■ **ACTIVITY**: From the first line to the last, reproduce the records below exactly, omitting any picture.

Start of DATA TO PROCESS

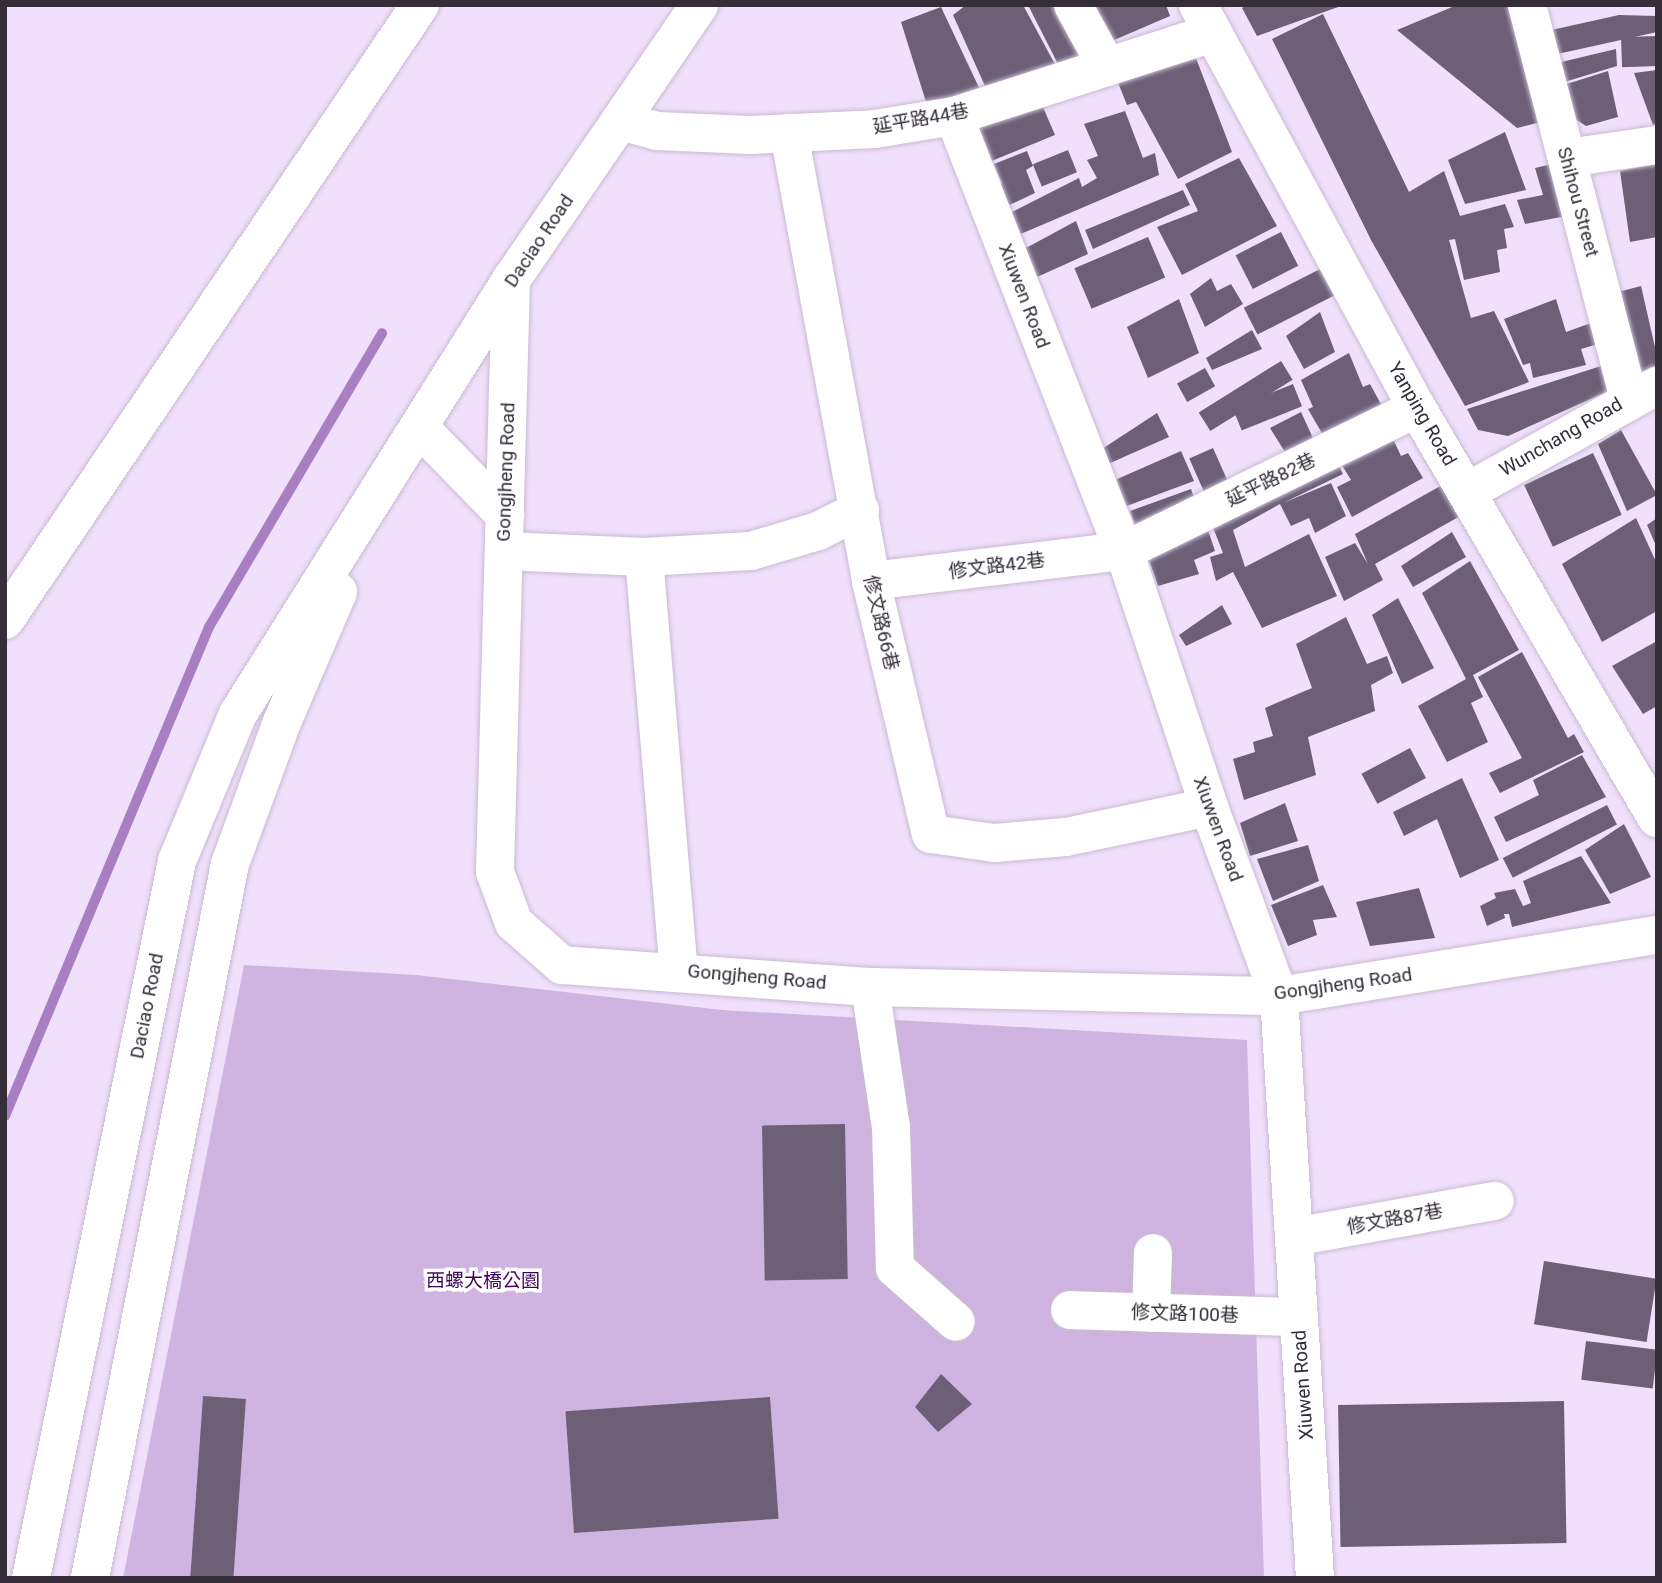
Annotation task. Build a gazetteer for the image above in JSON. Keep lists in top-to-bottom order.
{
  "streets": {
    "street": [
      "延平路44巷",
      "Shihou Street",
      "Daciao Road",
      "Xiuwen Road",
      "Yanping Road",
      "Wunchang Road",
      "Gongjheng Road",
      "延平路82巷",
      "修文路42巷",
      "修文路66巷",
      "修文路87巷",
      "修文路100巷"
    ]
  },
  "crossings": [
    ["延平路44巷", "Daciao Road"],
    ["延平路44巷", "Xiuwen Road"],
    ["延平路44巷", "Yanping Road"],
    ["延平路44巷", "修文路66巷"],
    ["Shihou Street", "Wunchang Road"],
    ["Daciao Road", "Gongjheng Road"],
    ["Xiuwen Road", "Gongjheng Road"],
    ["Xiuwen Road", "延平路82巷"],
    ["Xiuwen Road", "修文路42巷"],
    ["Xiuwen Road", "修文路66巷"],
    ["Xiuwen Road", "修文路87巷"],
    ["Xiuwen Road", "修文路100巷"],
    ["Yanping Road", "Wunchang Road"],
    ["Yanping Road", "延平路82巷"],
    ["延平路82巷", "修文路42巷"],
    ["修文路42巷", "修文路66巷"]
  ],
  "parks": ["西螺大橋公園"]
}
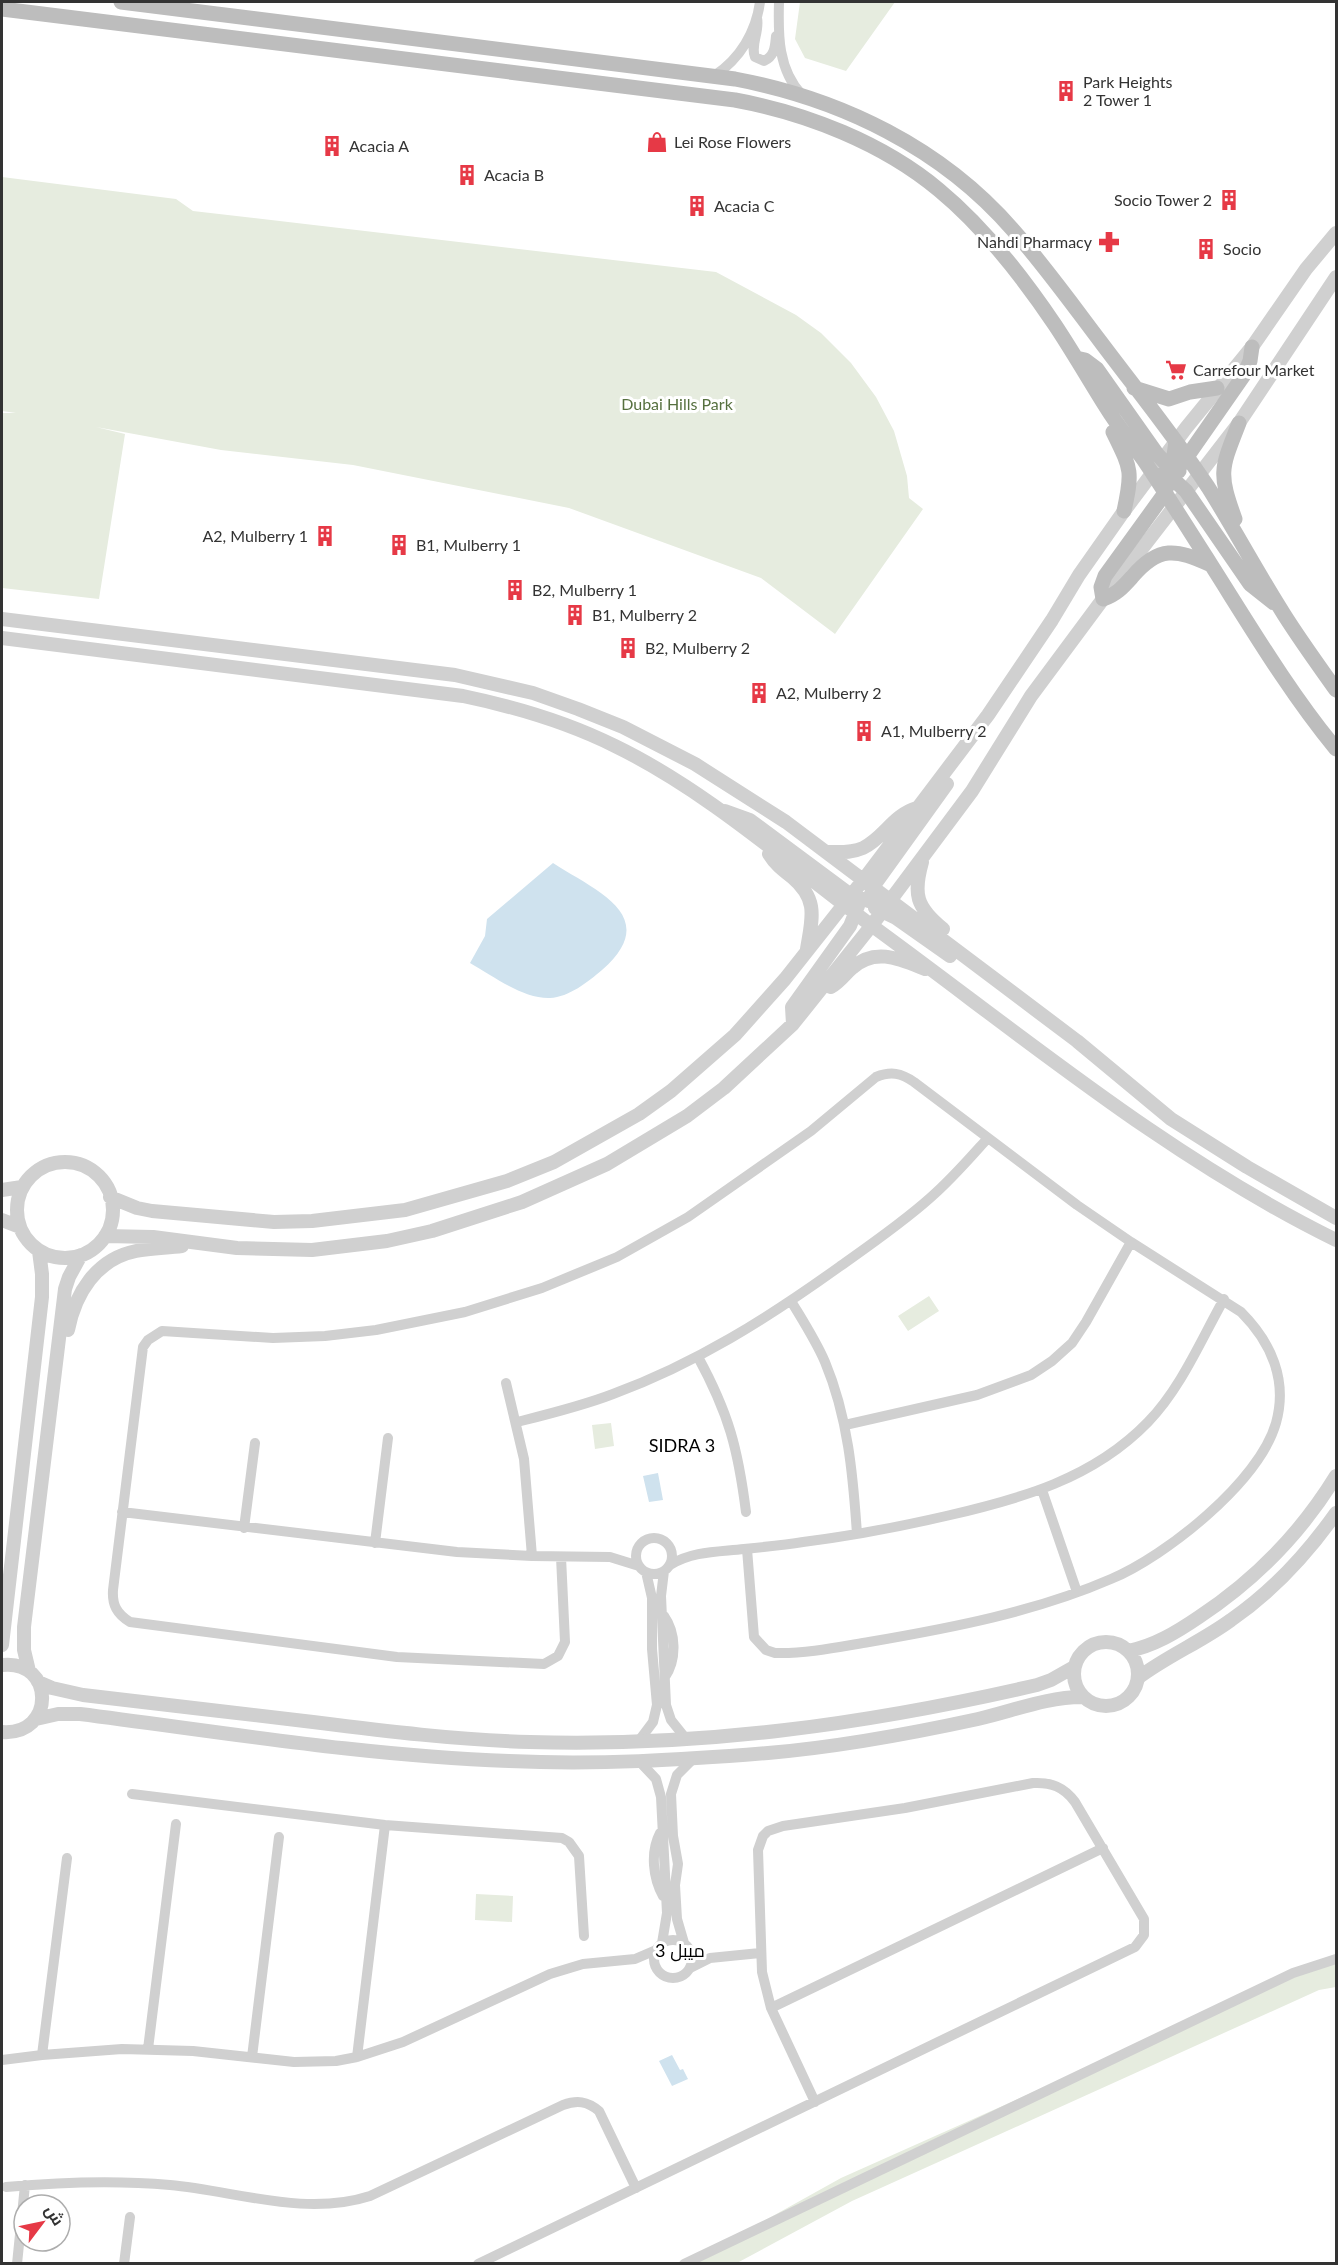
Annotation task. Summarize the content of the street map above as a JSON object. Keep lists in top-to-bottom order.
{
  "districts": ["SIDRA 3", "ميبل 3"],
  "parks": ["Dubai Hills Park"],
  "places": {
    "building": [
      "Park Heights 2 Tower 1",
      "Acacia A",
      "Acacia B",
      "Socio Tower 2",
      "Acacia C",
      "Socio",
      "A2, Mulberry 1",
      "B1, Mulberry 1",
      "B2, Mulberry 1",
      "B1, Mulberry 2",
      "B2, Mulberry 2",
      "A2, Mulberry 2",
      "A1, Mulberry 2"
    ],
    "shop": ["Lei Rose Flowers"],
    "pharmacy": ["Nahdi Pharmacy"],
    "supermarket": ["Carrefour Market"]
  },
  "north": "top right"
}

End of DATA TO PROCESS

■ **REPLY**:
Annotation task. Build a gazetteer for the image above in JSON. Keep lists in top-to-bottom order.
{
  "streets": {
    "street": [
      "延平路44巷",
      "Shihou Street",
      "Daciao Road",
      "Xiuwen Road",
      "Yanping Road",
      "Wunchang Road",
      "Gongjheng Road",
      "延平路82巷",
      "修文路42巷",
      "修文路66巷",
      "修文路87巷",
      "修文路100巷"
    ]
  },
  "crossings": [
    ["延平路44巷", "Daciao Road"],
    ["延平路44巷", "Xiuwen Road"],
    ["延平路44巷", "Yanping Road"],
    ["延平路44巷", "修文路66巷"],
    ["Shihou Street", "Wunchang Road"],
    ["Daciao Road", "Gongjheng Road"],
    ["Xiuwen Road", "Gongjheng Road"],
    ["Xiuwen Road", "延平路82巷"],
    ["Xiuwen Road", "修文路42巷"],
    ["Xiuwen Road", "修文路66巷"],
    ["Xiuwen Road", "修文路87巷"],
    ["Xiuwen Road", "修文路100巷"],
    ["Yanping Road", "Wunchang Road"],
    ["Yanping Road", "延平路82巷"],
    ["延平路82巷", "修文路42巷"],
    ["修文路42巷", "修文路66巷"]
  ],
  "parks": ["西螺大橋公園"]
}
Annotation task. Summarize the content of the street map above as a JSON object. Keep lists in top-to-bottom order.
{
  "districts": ["SIDRA 3", "ميبل 3"],
  "parks": ["Dubai Hills Park"],
  "places": {
    "building": [
      "Park Heights 2 Tower 1",
      "Acacia A",
      "Acacia B",
      "Socio Tower 2",
      "Acacia C",
      "Socio",
      "A2, Mulberry 1",
      "B1, Mulberry 1",
      "B2, Mulberry 1",
      "B1, Mulberry 2",
      "B2, Mulberry 2",
      "A2, Mulberry 2",
      "A1, Mulberry 2"
    ],
    "shop": ["Lei Rose Flowers"],
    "pharmacy": ["Nahdi Pharmacy"],
    "supermarket": ["Carrefour Market"]
  },
  "north": "top right"
}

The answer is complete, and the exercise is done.